Akyaka'dan sonra Marmaris geliyor ben diyorum ki dümdüz geçin orayı boşverin merkezini huzurun kollarına doğru dümdüz devam edin Marmaris'e girmeden ... Selimiye tarafına doğru dümdüz ilerken karşınıza çıkacak güzelliklerin tadını çıkarmayı unutmayın...

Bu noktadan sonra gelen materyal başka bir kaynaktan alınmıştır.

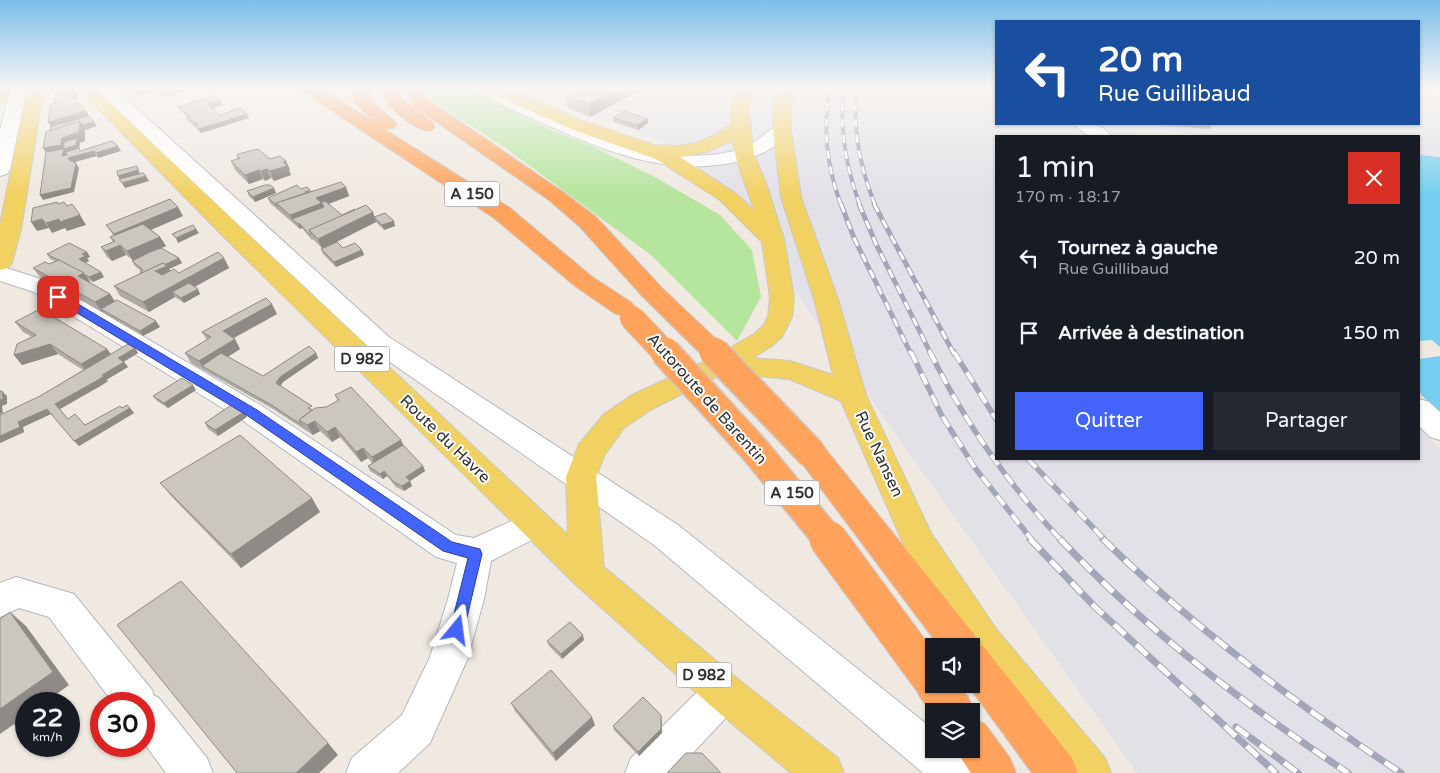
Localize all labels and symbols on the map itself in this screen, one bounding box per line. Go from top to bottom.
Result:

Ve evet gördüğünüz yer Kız Kumu... Kıyıdan başlayıp denizin 650metre içine kadar sokulan yaklaşık 1metre eninde denizin ortasındaki yürünecek yol... Ve o yolum hemen dibi 20metre derinliğinde deniz... Muhteşem bir doğa harikası...Hakkında bir sürü efsane yaratılmış ancak en geçerlisi şudur ki: "3000 yıl önce Baybassas Kentinin kralı düşmanlarıyla giriştiği savaşı kaybeder. Kenti ele geçiren düşmanlar kralı ve halkını öldürür. Krallığın güzelliği ile meşhur prensesi düşmanlardan kaçmaya çalışır. Deniz kıyısına kadar ulaşır ancak yüzme bilmiyordur, gerçekleşen mucize sonucu eteğine dolduğu kumları denize serptikçe deniz üstünde yol oluşmaya başlar, ancak havanın karanlık olması sebebiyle yolunu kaybeden Prenses eteğindeki kumlar da bitince boğularak ölür" ... İşte Musa'nın denizi ikiye ayırmasına taş çıkaracak ama sonu kötü biten bir hikayesi var bu güzide yerin....

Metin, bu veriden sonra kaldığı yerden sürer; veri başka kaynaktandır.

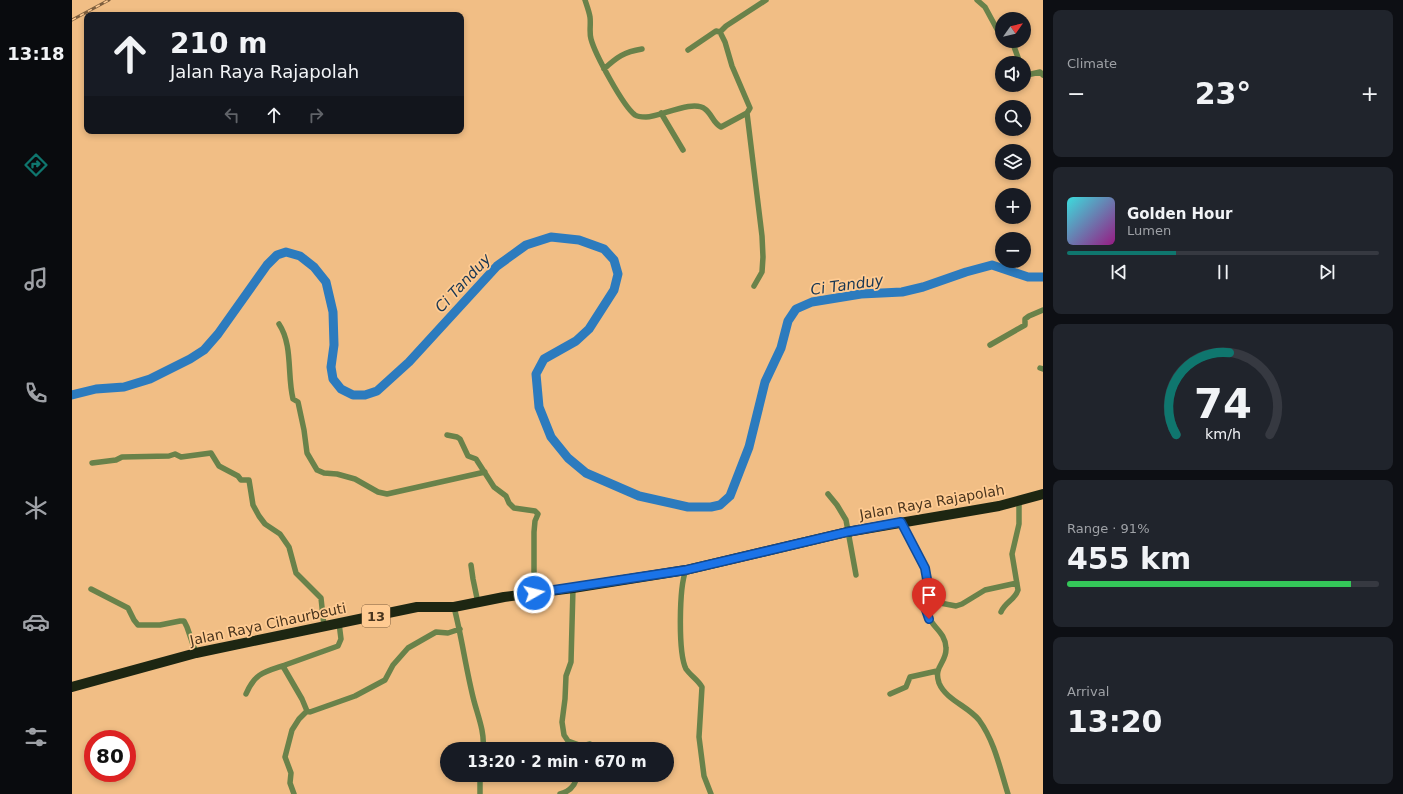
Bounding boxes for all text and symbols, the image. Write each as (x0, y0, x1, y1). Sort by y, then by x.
north arrow (995, 12, 1031, 48)
map controls (995, 12, 1031, 268)
text: 210 m (170, 27, 267, 60)
icon: ahead (104, 28, 156, 80)
text: 13:18 (7, 43, 65, 64)
button: sound (995, 56, 1031, 92)
text: Climate (1067, 56, 1117, 71)
text: Jalan Raya Rajapolah (170, 61, 359, 82)
text: 23° (1195, 76, 1251, 111)
text: − (1067, 81, 1085, 106)
text: + (1361, 81, 1379, 106)
button: search (995, 100, 1031, 136)
icon: left (221, 104, 243, 126)
icon: ahead (263, 104, 285, 126)
icon: right (305, 104, 327, 126)
button: layers (995, 144, 1031, 180)
icon: directions (22, 151, 50, 179)
button: + (995, 188, 1031, 224)
text: Golden Hour (1127, 205, 1233, 223)
text: Lumen (1127, 223, 1171, 238)
button: − (995, 232, 1031, 268)
water label: Ci Tanduy (431, 249, 495, 316)
icon: previous (1108, 261, 1130, 283)
icon: pause (1212, 261, 1234, 283)
icon: next (1316, 261, 1338, 283)
icon: music (22, 265, 50, 293)
water label: Ci Tanduy (809, 271, 886, 299)
icon: phone (22, 379, 50, 407)
text: 74 (1194, 379, 1252, 428)
text: km/h (1205, 426, 1241, 442)
street label: Jalan Raya Rajapolah (857, 481, 1006, 523)
icon: climate (22, 494, 50, 522)
text: Range · 91% (1067, 521, 1150, 536)
text: 455 km (1067, 541, 1191, 576)
position arrow (513, 572, 555, 614)
pin (912, 578, 946, 619)
icon: arrive (918, 584, 940, 606)
street label: Jalan Raya Cihaurbeuti (187, 600, 348, 649)
road number: 13 (362, 605, 390, 627)
icon: car (22, 608, 50, 636)
text: Arrival (1067, 684, 1109, 699)
text: 13:20 (1067, 704, 1163, 739)
icon: filters (22, 723, 50, 751)
speed limit sign: 80 (84, 730, 136, 782)
text: 13:20 · 2 min · 670 m (467, 753, 647, 771)

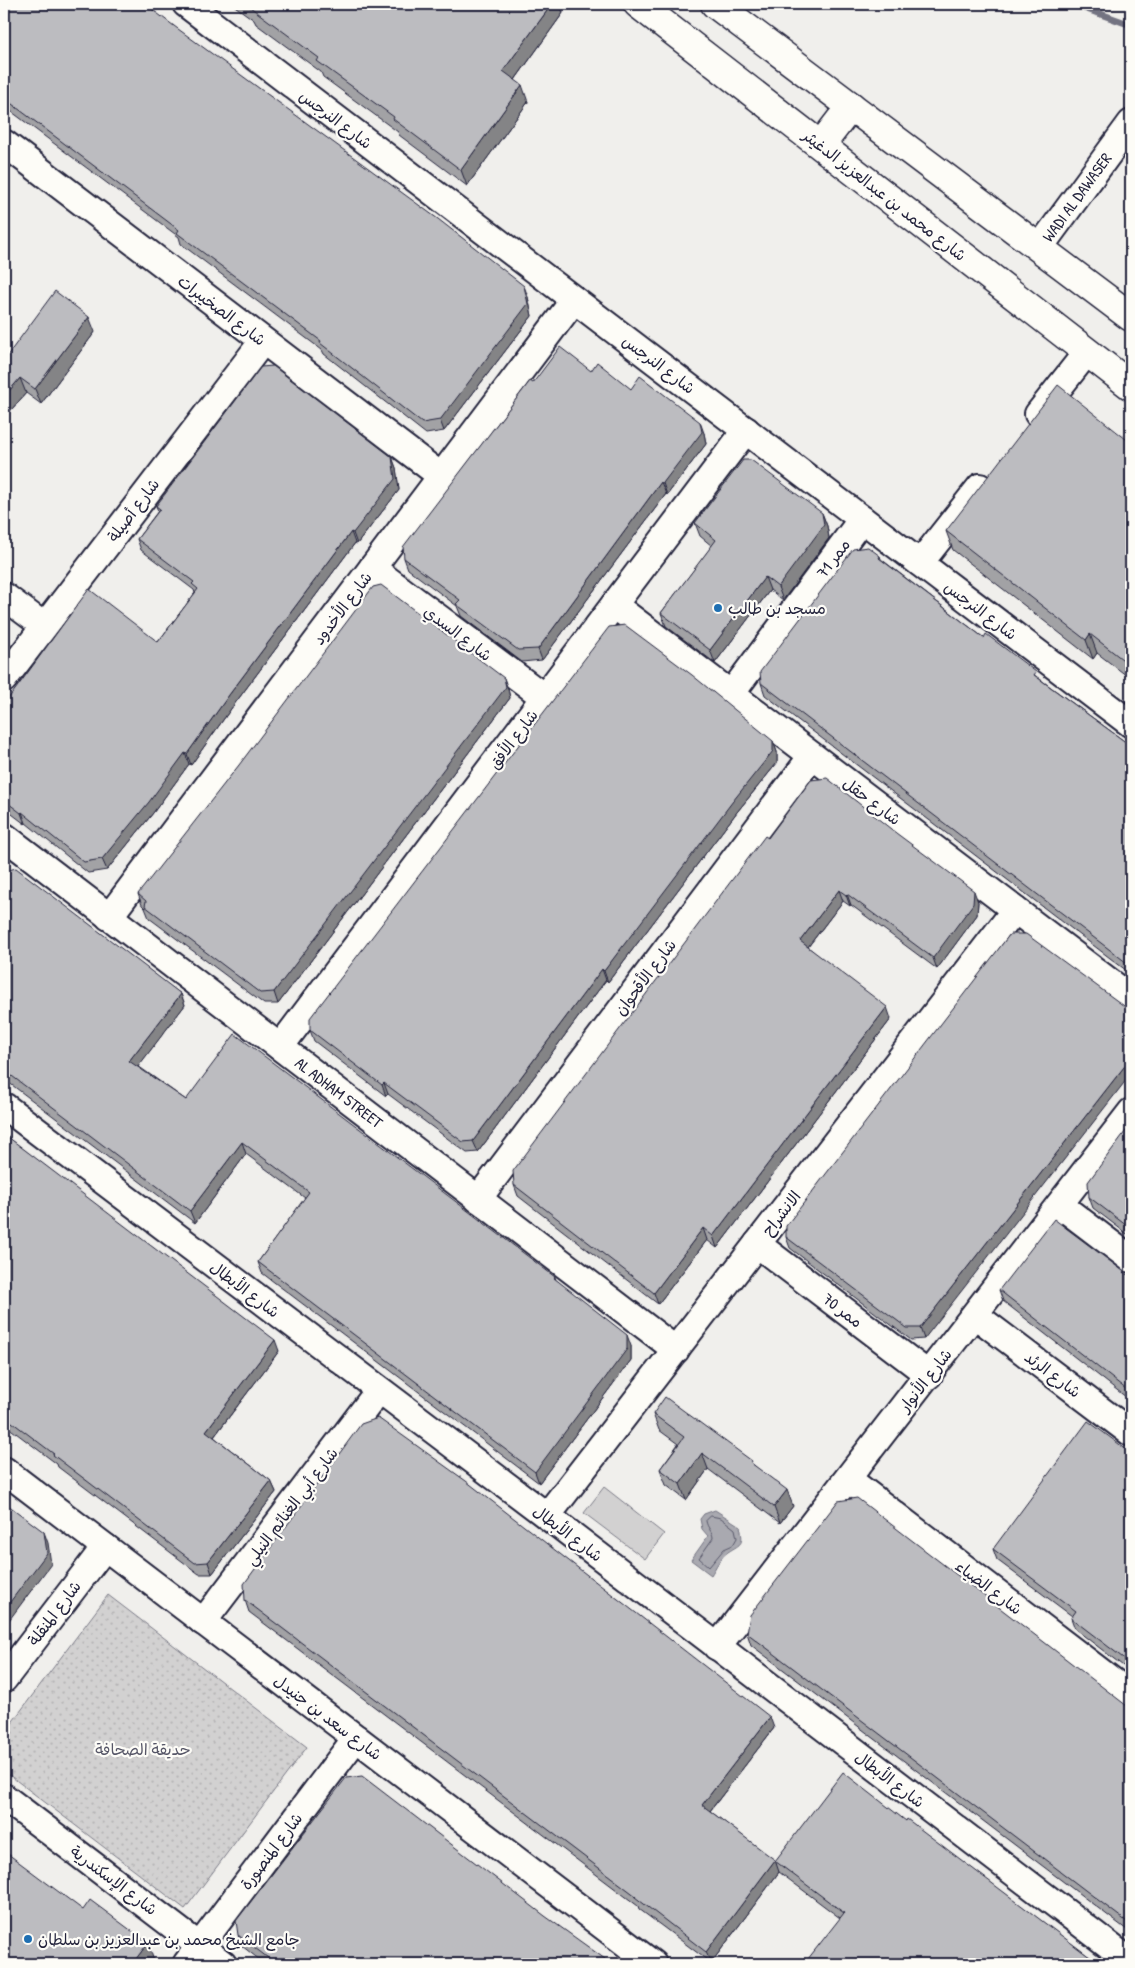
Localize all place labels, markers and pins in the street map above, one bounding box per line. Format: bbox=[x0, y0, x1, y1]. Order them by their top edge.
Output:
place label: مسجد بن طالب bbox=[728, 597, 826, 619]
marker: مسجد بن طالب bbox=[712, 602, 724, 614]
place label: جامع الشيخ محمد بن عبدالعزيز بن سلطان bbox=[38, 1928, 300, 1951]
marker: جامع الشيخ محمد بن عبدالعزيز بن سلطان bbox=[22, 1933, 34, 1945]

İlerlemeye devam ettiniz ve Selimiye' ye vardınız... Marmaris sınırları içindeki burnun en uç balıkçı köyüne hoşgeldiniz demek isterdim ama işler orada da değişiyor ne yazık ki... 

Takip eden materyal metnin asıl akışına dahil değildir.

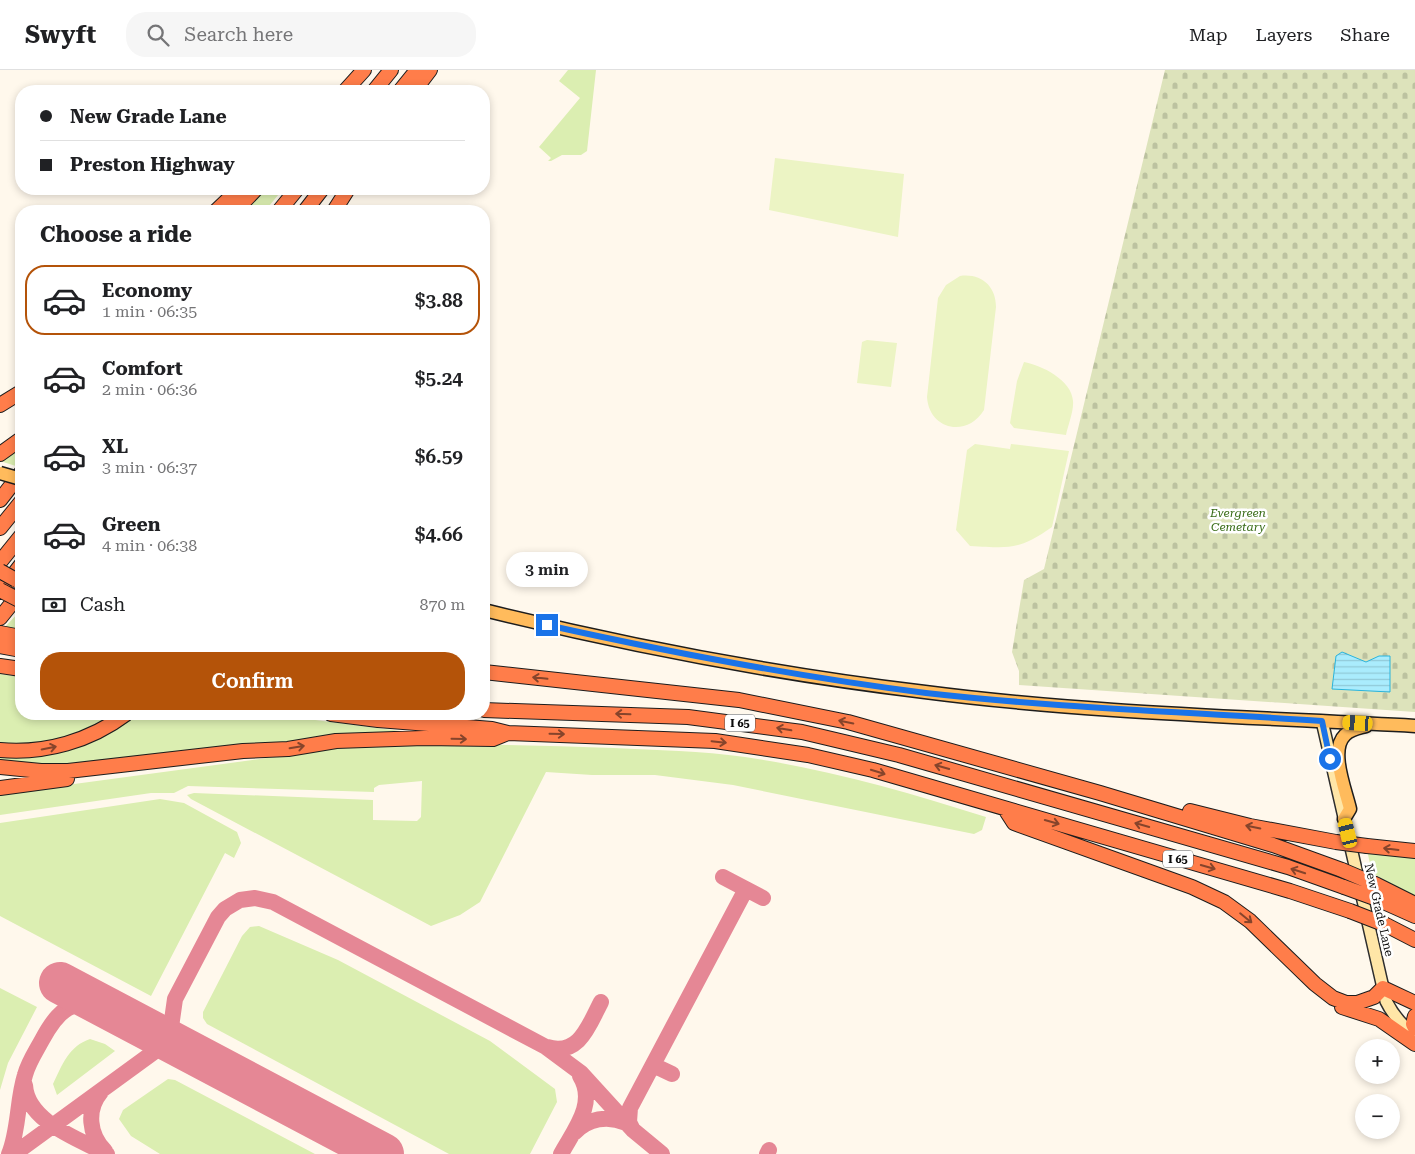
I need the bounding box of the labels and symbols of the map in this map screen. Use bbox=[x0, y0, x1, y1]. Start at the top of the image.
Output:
park label: Evergreen Cemetary bbox=[1209, 506, 1266, 534]
callout: 3 min bbox=[506, 552, 588, 588]
route end bbox=[536, 614, 558, 636]
one-way arrow bbox=[533, 673, 549, 683]
one-way arrow bbox=[615, 709, 631, 719]
road number: I 65 bbox=[725, 714, 755, 731]
car bbox=[1342, 715, 1373, 731]
one-way arrow bbox=[839, 716, 855, 726]
one-way arrow bbox=[777, 724, 793, 734]
one-way arrow bbox=[548, 730, 564, 739]
one-way arrow bbox=[450, 734, 466, 743]
one-way arrow bbox=[711, 737, 727, 747]
one-way arrow bbox=[40, 742, 56, 752]
one-way arrow bbox=[288, 742, 304, 752]
route start bbox=[1319, 748, 1341, 770]
one-way arrow bbox=[935, 762, 951, 772]
one-way arrow bbox=[870, 768, 886, 778]
car bbox=[1337, 817, 1358, 849]
one-way arrow bbox=[1043, 818, 1059, 828]
one-way arrow bbox=[1135, 820, 1151, 829]
one-way arrow bbox=[1246, 822, 1262, 831]
one-way arrow bbox=[1383, 844, 1399, 854]
road number: I 65 bbox=[1163, 851, 1193, 868]
street label: New Grade Lane bbox=[1361, 862, 1397, 958]
one-way arrow bbox=[1199, 863, 1215, 873]
one-way arrow bbox=[1291, 866, 1307, 875]
one-way arrow bbox=[1239, 912, 1252, 923]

Ulaşımı çok zor olduğu için yıllarca doğallığını ve bakirliğini korumayı başarmış burası ancak malum yol yapımı çok popüler olan üllkemizde buraya da ulaşmak yapılan yollar sayesinde kolaylaşmış... İyi mi olmuş? HAYIR!!! Doğası muhteşem ötesi arkanız bağ, bahçe , tarla ve muhteşem dağlar önünüz berrak bir deniz. Ancak ne yazık ki keşfedilmesi ile beraber yozlaşmaya da başlamış o güzelim butik otellerin bazılarının gecelik konaklaması 400TL. Özel teknelerin yanaştığı minik bir köy olmuş Selimiye ama bu durum bölgenin değerini arttırınca bozulmalarda başlamış. Artık büyükşehire bağlandığı ve köy statüsünü kaybettiği için de ne yazık ki saçma sapan betonarme yapılaşma da başlamış... Selimiye'nin güzelliğinin tadını çıkarmak için çok zamanınız yok 4/5 sene içinde mahvolacak korkarım, zaman kaybetmeden mutlaka gidin görün... Doğanın, huzurun tadını çıkarın... Konaklamasanızda Sardunya Restaurant'ta keyifli bir kahvaltı ya da akşam yemeği yemeyi ihmal etmeyin sonrasında da Keçi Peynirli Losta tatlısı ile mutlaka ağzını tatlandırın...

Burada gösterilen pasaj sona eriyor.